» The problem
Output all the data below verbatim.

═══

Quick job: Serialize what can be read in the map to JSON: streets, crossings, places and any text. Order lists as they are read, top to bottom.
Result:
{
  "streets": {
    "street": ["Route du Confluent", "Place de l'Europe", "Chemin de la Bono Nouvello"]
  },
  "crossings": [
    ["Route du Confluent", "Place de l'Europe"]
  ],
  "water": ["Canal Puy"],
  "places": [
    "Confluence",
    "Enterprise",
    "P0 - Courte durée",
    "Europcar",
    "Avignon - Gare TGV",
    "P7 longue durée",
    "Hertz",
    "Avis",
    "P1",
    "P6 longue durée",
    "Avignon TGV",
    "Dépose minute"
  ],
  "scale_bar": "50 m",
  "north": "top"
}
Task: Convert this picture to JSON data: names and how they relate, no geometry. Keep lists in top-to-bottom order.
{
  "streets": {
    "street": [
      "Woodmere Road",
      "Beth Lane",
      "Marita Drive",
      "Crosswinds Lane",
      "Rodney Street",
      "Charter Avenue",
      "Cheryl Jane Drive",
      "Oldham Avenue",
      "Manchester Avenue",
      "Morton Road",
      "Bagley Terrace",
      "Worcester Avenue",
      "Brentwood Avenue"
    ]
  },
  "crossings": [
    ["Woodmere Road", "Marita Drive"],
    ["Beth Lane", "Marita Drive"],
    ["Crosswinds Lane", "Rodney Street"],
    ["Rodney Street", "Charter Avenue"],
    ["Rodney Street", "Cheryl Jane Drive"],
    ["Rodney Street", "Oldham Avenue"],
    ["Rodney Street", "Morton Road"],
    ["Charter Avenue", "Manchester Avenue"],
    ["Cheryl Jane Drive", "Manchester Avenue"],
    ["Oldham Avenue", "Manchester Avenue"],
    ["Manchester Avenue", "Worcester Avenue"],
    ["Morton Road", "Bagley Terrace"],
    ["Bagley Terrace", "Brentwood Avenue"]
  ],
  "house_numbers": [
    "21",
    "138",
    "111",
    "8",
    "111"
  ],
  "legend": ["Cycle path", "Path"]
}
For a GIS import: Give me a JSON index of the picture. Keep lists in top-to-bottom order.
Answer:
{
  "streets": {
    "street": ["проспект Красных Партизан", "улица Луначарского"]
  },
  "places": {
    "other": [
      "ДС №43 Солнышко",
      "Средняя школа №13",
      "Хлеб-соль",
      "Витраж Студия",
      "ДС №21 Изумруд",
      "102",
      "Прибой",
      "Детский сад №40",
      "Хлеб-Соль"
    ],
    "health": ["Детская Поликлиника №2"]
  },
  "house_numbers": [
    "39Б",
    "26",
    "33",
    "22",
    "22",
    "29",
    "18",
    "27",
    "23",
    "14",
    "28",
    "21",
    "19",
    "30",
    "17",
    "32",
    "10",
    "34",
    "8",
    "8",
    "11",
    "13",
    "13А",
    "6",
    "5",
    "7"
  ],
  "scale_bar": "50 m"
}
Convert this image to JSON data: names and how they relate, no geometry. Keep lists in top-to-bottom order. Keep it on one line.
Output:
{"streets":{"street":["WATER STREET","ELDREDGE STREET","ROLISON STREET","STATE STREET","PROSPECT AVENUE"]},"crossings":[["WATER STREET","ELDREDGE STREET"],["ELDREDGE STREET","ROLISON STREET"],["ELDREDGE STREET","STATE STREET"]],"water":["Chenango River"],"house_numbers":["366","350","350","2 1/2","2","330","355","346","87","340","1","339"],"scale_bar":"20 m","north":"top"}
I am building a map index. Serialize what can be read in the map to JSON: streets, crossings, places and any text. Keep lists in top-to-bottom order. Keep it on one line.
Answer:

═══

» Output of the exercise
Quick job: Serialize what can be read in the map to JSON: streets, crossings, places and any text. Order lists as they are read, top to bottom.
Result:
{
  "streets": {
    "street": ["Route du Confluent", "Place de l'Europe", "Chemin de la Bono Nouvello"]
  },
  "crossings": [
    ["Route du Confluent", "Place de l'Europe"]
  ],
  "water": ["Canal Puy"],
  "places": [
    "Confluence",
    "Enterprise",
    "P0 - Courte durée",
    "Europcar",
    "Avignon - Gare TGV",
    "P7 longue durée",
    "Hertz",
    "Avis",
    "P1",
    "P6 longue durée",
    "Avignon TGV",
    "Dépose minute"
  ],
  "scale_bar": "50 m",
  "north": "top"
}
Task: Convert this picture to JSON data: names and how they relate, no geometry. Keep lists in top-to-bottom order.
{
  "streets": {
    "street": [
      "Woodmere Road",
      "Beth Lane",
      "Marita Drive",
      "Crosswinds Lane",
      "Rodney Street",
      "Charter Avenue",
      "Cheryl Jane Drive",
      "Oldham Avenue",
      "Manchester Avenue",
      "Morton Road",
      "Bagley Terrace",
      "Worcester Avenue",
      "Brentwood Avenue"
    ]
  },
  "crossings": [
    ["Woodmere Road", "Marita Drive"],
    ["Beth Lane", "Marita Drive"],
    ["Crosswinds Lane", "Rodney Street"],
    ["Rodney Street", "Charter Avenue"],
    ["Rodney Street", "Cheryl Jane Drive"],
    ["Rodney Street", "Oldham Avenue"],
    ["Rodney Street", "Morton Road"],
    ["Charter Avenue", "Manchester Avenue"],
    ["Cheryl Jane Drive", "Manchester Avenue"],
    ["Oldham Avenue", "Manchester Avenue"],
    ["Manchester Avenue", "Worcester Avenue"],
    ["Morton Road", "Bagley Terrace"],
    ["Bagley Terrace", "Brentwood Avenue"]
  ],
  "house_numbers": [
    "21",
    "138",
    "111",
    "8",
    "111"
  ],
  "legend": ["Cycle path", "Path"]
}
For a GIS import: Give me a JSON index of the picture. Keep lists in top-to-bottom order.
Answer:
{
  "streets": {
    "street": ["проспект Красных Партизан", "улица Луначарского"]
  },
  "places": {
    "other": [
      "ДС №43 Солнышко",
      "Средняя школа №13",
      "Хлеб-соль",
      "Витраж Студия",
      "ДС №21 Изумруд",
      "102",
      "Прибой",
      "Детский сад №40",
      "Хлеб-Соль"
    ],
    "health": ["Детская Поликлиника №2"]
  },
  "house_numbers": [
    "39Б",
    "26",
    "33",
    "22",
    "22",
    "29",
    "18",
    "27",
    "23",
    "14",
    "28",
    "21",
    "19",
    "30",
    "17",
    "32",
    "10",
    "34",
    "8",
    "8",
    "11",
    "13",
    "13А",
    "6",
    "5",
    "7"
  ],
  "scale_bar": "50 m"
}
Convert this image to JSON data: names and how they relate, no geometry. Keep lists in top-to-bottom order. Keep it on one line.
Output:
{"streets":{"street":["WATER STREET","ELDREDGE STREET","ROLISON STREET","STATE STREET","PROSPECT AVENUE"]},"crossings":[["WATER STREET","ELDREDGE STREET"],["ELDREDGE STREET","ROLISON STREET"],["ELDREDGE STREET","STATE STREET"]],"water":["Chenango River"],"house_numbers":["366","350","350","2 1/2","2","330","355","346","87","340","1","339"],"scale_bar":"20 m","north":"top"}
I am building a map index. Serialize what can be read in the map to JSON: streets, crossings, places and any text. Keep lists in top-to-bottom order. Keep it on one line.
Answer:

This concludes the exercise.